THE PROBLEM —
Repeat exactly the lines of the entries below from the one with "height:28px; margin:-14px; padding:0" through the one with "translate:-50% -50%; white-space:nowrap;", both ends included, and nothing else.

↓

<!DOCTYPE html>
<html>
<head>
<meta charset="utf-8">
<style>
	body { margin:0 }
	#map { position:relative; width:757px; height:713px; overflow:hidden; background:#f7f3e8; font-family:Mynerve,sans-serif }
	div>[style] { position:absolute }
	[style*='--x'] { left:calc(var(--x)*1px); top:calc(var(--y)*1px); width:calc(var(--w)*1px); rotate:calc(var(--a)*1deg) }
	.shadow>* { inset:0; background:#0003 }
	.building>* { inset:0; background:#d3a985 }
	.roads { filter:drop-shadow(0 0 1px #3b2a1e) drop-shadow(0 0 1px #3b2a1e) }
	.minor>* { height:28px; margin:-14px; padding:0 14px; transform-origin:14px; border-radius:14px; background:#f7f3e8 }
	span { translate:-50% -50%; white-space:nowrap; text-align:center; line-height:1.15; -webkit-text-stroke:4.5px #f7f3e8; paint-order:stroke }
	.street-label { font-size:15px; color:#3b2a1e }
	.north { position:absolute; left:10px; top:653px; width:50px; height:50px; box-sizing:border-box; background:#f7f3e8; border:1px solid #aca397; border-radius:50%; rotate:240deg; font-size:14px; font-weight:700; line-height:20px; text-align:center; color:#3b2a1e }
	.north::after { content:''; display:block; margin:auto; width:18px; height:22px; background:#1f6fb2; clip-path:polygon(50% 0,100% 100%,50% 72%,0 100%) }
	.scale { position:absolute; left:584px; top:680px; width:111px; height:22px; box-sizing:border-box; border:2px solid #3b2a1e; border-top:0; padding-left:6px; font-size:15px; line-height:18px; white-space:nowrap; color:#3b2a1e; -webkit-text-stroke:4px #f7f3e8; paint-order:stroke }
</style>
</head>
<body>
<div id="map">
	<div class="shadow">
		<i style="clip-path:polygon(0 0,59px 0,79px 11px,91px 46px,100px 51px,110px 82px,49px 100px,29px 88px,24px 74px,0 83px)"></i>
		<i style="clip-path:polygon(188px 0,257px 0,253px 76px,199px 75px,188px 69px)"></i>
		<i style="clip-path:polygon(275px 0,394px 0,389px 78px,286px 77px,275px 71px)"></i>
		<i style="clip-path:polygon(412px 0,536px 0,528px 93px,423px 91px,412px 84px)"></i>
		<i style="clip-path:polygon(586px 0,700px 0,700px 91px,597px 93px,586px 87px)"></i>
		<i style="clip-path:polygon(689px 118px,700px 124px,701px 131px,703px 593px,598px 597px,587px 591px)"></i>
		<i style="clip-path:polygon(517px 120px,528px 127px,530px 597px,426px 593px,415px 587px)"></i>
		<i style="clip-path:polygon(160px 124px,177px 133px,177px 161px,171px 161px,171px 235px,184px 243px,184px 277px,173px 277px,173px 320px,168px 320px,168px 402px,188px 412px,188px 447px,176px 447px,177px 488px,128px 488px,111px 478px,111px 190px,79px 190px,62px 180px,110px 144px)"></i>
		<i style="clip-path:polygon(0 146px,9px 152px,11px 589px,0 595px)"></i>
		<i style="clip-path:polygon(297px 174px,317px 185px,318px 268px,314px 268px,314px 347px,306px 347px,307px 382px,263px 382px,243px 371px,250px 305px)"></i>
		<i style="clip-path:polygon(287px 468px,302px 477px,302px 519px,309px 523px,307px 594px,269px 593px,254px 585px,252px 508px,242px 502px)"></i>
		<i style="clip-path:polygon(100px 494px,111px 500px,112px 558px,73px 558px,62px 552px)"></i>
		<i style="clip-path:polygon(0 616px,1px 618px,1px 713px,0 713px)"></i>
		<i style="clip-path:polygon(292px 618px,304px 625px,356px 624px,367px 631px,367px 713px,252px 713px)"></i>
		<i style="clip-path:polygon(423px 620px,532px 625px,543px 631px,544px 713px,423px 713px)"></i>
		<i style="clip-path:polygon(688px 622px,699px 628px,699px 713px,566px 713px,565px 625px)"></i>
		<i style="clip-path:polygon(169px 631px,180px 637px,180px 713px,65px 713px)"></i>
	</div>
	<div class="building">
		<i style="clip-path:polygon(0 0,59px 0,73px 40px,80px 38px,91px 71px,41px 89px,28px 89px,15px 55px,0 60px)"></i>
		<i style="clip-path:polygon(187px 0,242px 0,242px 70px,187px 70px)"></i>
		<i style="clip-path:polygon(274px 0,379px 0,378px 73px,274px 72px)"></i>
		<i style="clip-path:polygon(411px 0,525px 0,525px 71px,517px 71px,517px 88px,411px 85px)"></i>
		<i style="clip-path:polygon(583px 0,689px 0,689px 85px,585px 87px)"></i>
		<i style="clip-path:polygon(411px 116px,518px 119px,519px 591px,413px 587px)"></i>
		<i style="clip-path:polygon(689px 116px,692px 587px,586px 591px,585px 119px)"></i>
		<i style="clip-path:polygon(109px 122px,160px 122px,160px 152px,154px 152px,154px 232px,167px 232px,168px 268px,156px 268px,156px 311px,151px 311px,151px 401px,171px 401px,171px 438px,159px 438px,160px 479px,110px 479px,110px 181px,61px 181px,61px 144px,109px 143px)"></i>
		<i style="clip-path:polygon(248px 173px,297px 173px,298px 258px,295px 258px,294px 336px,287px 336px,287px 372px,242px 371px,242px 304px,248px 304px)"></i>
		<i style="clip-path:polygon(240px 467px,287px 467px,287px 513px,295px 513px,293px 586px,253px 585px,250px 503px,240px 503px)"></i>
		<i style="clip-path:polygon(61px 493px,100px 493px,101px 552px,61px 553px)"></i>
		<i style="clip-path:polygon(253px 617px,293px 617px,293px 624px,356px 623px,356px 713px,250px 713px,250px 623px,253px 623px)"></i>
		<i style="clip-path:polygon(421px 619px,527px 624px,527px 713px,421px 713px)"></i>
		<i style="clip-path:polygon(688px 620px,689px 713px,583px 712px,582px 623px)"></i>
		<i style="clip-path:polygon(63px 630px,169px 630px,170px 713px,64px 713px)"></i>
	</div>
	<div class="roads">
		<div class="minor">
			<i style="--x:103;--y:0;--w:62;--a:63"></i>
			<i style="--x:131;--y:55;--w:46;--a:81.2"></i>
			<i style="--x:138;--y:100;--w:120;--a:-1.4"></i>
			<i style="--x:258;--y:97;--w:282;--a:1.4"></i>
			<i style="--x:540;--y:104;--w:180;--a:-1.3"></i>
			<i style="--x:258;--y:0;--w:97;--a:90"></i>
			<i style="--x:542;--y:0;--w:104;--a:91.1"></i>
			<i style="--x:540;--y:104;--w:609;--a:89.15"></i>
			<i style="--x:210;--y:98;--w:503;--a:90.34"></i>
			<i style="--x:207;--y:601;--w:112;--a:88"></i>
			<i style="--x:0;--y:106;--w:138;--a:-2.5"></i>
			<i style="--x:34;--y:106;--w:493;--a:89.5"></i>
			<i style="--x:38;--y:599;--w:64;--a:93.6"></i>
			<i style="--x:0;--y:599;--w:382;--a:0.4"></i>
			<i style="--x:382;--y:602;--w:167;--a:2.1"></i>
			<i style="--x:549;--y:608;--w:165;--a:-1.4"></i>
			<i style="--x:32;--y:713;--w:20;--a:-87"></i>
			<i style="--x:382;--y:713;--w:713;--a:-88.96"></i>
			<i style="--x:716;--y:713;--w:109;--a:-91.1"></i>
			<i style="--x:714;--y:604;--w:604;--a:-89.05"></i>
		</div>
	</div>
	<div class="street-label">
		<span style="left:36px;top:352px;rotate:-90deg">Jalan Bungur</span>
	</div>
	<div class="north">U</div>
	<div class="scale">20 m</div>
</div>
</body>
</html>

↑

OUTPUT BELOW —
	.minor>* { height:28px; margin:-14px; padding:0 14px; transform-origin:14px; border-radius:14px; background:#f7f3e8 }
	span { translate:-50% -50%; white-space:nowrap; text-align:center; line-height:1.15; -webkit-text-stroke:4.5px #f7f3e8; paint-order:stroke }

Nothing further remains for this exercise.